Es war die erste öffentliche Flußbadeanstalt Berlins und zugleich seine nobelste:
das Welpersche Badeschiff, auf der Spree an der Langen Brücke (heute Rathausbrücke) gelegen. Wann dort das erste Mal gebadet worden ist, darüber gehen die Angaben auseinander. Verbürgt ist der 2. Oktober 1802 als der Tag, da durch Allerhöchste Kabinettsorder das Gesuch des Stadtphysikus und Dekan des Medizinischen Oberkollegiums Dr. G. A. Welper genehmigt wurde, eine Badeanstalt an der Stelle anzulegen, wo nach seinen Untersuchungen das Spreewasser am reinsten war.

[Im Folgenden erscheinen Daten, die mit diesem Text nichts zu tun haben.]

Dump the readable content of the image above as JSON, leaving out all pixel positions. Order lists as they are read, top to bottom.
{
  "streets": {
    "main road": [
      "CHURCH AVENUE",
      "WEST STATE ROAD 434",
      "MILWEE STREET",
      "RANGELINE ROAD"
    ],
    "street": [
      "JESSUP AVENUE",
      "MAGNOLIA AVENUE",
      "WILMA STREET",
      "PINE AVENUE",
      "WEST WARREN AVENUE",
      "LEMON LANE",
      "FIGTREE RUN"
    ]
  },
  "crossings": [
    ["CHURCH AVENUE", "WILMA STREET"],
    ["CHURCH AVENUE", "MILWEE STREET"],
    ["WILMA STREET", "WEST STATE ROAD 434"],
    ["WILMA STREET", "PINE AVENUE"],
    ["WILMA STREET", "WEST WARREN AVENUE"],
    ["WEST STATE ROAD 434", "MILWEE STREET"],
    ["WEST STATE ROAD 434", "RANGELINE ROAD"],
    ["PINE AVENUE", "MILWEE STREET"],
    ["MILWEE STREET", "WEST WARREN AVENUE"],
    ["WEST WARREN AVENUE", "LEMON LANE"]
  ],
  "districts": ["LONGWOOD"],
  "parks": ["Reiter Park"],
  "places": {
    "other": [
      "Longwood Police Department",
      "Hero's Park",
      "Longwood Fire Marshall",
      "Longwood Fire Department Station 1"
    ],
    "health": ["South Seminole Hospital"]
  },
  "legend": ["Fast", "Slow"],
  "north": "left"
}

     Der Bau kam einem weit verbreiteten Bedürfnis nach. Die im Mittelalter üblichen öffentlichen Badestuben waren wegen der Verbreitung von Krankheiten und Seuchen schon lange geschlossen worden. Begüterte fuhren zwar in die diversen Badeorte, dem einfachen Volk blieb aber nur die Möglichkeit, in Seen und Flüssen zu baden, was natürlich nicht ungefährlich war, da die meisten Leute nicht richtig schwimmen konn-

ten. Auch deshalb erließ das Berliner Polizeidirektorium wiederholt Verbote wie dieses, in öffentlichen Gewässern zu baden:
» ... wird hiermit bey harter Ahndung untersagt und sollen die Übertreter dieses Verbots sofort arritirt werden«. Um 1790 veröffentlichte dann die Kunsthandlung Morino und Meltzer einen Aufruf, in dem für Berlin ein Badehaus gefordert wurde. Sie fragte bei allen Berliner Ärzten an, ob sie eine solche Einrichtung für notwendig und richtig hielten und bekam breite Zustimmung. Stadtphysikus Welper mußte sich zwar noch mit dem Gouverneur von Berlin, Generalfeldmarschall von Möllendorf, auseinandersetzen, der gegen das öffentliche Baden so nahe am Schloß war, was er offenbar für unschicklich oder sogar die Sicherheit der Majestäten beeinträchtigend hielt. Aber Welper hatte inzwischen schon den Zimmermeister Glatz mit dem Bau beauftragt, und auch der König persönlich gab schließlich seine Zustimmung für das Badeschiff und dessen Liegeplatz.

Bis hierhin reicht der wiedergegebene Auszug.